| YOUR OBJECTIVE |
Show every line in the records below that contains the word "serif".

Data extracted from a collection
════════════════
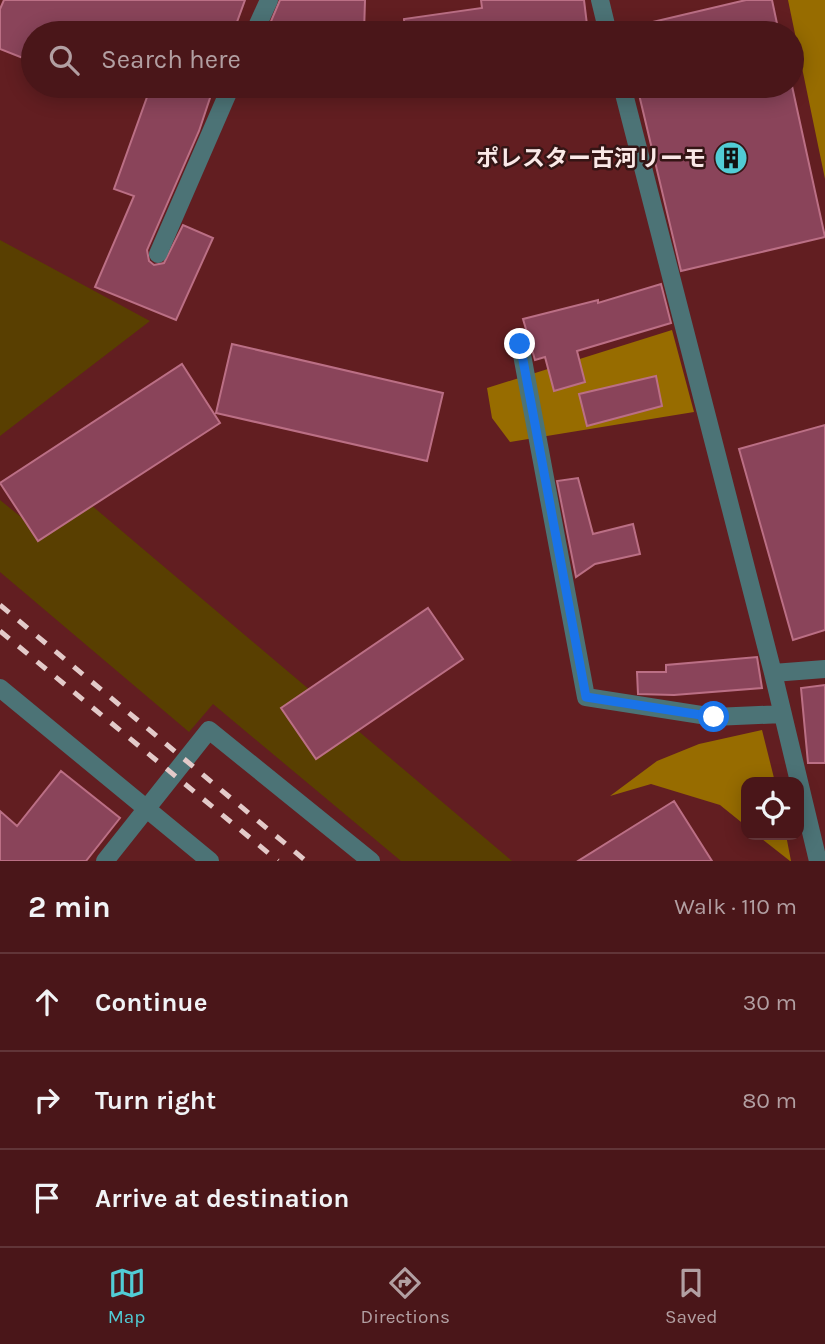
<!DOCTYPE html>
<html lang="en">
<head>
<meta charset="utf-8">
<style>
  :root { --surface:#4a1619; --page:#511f22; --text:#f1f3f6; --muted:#b29fa2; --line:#613538; --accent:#51ccd5 }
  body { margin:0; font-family:Karla,"Noto Sans JP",sans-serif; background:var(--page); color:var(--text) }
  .controls { position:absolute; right:21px; bottom:21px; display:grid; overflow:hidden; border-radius:14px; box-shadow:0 4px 18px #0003 }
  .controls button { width:63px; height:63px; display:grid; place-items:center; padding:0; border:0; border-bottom:2px solid var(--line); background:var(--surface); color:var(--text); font:35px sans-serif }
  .stop { position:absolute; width:21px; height:21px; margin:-16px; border:5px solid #1a73e8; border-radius:50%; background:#fff }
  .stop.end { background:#1a73e8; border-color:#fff; box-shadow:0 2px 7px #0008 }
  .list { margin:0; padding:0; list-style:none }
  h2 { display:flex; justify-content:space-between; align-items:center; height:91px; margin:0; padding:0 28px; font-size:30px }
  h2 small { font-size:23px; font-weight:400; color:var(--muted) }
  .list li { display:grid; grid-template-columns:46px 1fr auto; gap:21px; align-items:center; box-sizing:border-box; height:98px; padding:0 28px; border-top:2px solid var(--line) }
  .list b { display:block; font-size:26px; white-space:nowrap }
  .list em { font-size:23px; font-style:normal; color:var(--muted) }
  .icon { flex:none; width:38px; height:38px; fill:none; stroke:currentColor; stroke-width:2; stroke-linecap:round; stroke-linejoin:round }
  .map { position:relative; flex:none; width:825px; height:861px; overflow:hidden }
  .search { position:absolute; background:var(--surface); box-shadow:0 4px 18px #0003; left:21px; right:21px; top:21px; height:77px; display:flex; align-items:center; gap:18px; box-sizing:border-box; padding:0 24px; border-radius:38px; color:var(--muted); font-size:26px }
  .sheet { height:385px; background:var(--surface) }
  nav { display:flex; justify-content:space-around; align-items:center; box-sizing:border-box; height:98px; border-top:2px solid var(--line); background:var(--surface); font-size:19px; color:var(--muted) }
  nav a { display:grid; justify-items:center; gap:4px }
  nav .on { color:var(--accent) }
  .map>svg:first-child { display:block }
  .green { fill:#593f01 }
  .forest { fill:#976c00 }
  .building { fill:#8a445a; stroke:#bb6f85; stroke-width:2 }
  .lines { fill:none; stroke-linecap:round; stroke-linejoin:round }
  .minor { stroke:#4c7376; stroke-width:18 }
  .rail { stroke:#e3cac9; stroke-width:5; stroke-dasharray:12 12; stroke-linecap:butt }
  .route { stroke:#1a73e8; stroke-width:9 }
  .labels { text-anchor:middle; stroke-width:5; stroke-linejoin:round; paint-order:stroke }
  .poi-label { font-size:23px; font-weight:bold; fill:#fae8e7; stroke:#341515; text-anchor:end }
</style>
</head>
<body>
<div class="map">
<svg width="825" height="861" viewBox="0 0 825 861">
  <rect width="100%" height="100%" fill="#621e21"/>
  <path class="green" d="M0,240L150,321L0,436Z
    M58,477L512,861H401L213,704L189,732L0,572V500L21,517Z"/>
  <path class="forest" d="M788,0H825V179Z
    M672,330L694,412L510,442L492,418L487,388Z
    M762,730L775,782H746V826L720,805L651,784L610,796L657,761L699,744Z
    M757,835H786L791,861H790Z"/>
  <path class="building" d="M4,0H245L233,33H33V62L0,49V9Z
    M280,0H365L364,33H266Z
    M481,0H584L588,33H405L404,19L482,8Z
    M746,0H772L779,33H645L644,24Z
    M151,86H214L199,131L147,250L149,261L154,265L164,263L183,225L213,238L176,320L95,287L134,196L114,189Z
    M637,86H792L825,237L681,271Z
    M661,284L671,323L577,351L585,382L554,391L545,357L535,360L523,319L598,300V303Z
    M232,344L443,393L427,461L216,413Z
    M182,364L220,423L38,541L0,483Z
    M656,376L662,406L587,426L579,394Z
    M825,425V630L793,640L739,449Z
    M578,478L593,534L633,524L640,554L595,564L576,577L557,481Z
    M428,608L463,659L316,759L281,708Z
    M757,657L762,688L674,695L638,694L637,672H666V665Z
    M825,685V763H808L801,688Z
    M61,771L120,818L86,861H0V811L17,826Z
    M674,801L712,861H578Z"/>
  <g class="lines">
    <path class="minor" d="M600,0L608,33
      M254,33L269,0
      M622,86L773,673L818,861
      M158,254L231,86
      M520,344L586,697L714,717L783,714
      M773,673L825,669
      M0,688L210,861
      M105,861L209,730L371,861"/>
    <path class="rail" d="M0,605L306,861
      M0,631L278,861"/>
  </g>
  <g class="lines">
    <path class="route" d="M520,344L586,697L714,717"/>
  </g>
  <defs>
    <symbol id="building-disc" viewBox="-11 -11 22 22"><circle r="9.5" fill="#51ccd5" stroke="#341515"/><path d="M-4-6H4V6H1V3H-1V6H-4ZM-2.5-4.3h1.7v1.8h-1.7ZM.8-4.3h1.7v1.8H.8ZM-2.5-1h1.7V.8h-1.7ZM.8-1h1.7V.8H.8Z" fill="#111"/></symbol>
  </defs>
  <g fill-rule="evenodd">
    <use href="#building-disc" x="712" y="139" width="38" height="38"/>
  </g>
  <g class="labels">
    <g class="poi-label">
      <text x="706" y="166">ポレスター古河リーモ</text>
    </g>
  </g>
</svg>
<div class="controls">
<button><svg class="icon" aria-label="locate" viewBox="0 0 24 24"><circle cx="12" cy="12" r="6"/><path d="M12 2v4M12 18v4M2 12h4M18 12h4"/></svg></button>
</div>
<div class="stop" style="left:714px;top:717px"></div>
<div class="stop end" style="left:520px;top:344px"></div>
<div class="search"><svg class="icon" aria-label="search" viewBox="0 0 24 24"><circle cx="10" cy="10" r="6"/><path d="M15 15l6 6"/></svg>Search here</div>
</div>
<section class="sheet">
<h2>2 min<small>Walk · 110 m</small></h2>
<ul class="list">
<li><svg class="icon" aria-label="ahead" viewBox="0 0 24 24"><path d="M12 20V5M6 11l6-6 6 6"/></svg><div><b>Continue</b></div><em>30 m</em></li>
<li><svg class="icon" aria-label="right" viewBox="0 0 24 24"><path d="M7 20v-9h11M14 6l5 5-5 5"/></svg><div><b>Turn right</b></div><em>80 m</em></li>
<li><svg class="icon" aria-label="arrive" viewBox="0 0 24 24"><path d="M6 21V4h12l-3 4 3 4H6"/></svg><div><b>Arrive at destination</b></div></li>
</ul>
</section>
<nav>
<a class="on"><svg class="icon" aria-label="map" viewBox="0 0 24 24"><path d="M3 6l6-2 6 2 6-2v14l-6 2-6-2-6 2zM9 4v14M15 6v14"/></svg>Map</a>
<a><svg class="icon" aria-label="directions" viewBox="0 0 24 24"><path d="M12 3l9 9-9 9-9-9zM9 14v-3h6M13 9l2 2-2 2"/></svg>Directions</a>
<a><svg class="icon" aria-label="saved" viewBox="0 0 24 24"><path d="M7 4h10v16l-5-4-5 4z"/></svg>Saved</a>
</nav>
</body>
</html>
════════════════
| EXPECTED OUTPUT |
  body { margin:0; font-family:Karla,"Noto Sans JP",sans-serif; background:var(--page); color:var(--text) }
  .controls button { width:63px; height:63px; display:grid; place-items:center; padding:0; border:0; border-bottom:2px solid var(--line); background:var(--surface); color:var(--text); font:35px sans-serif }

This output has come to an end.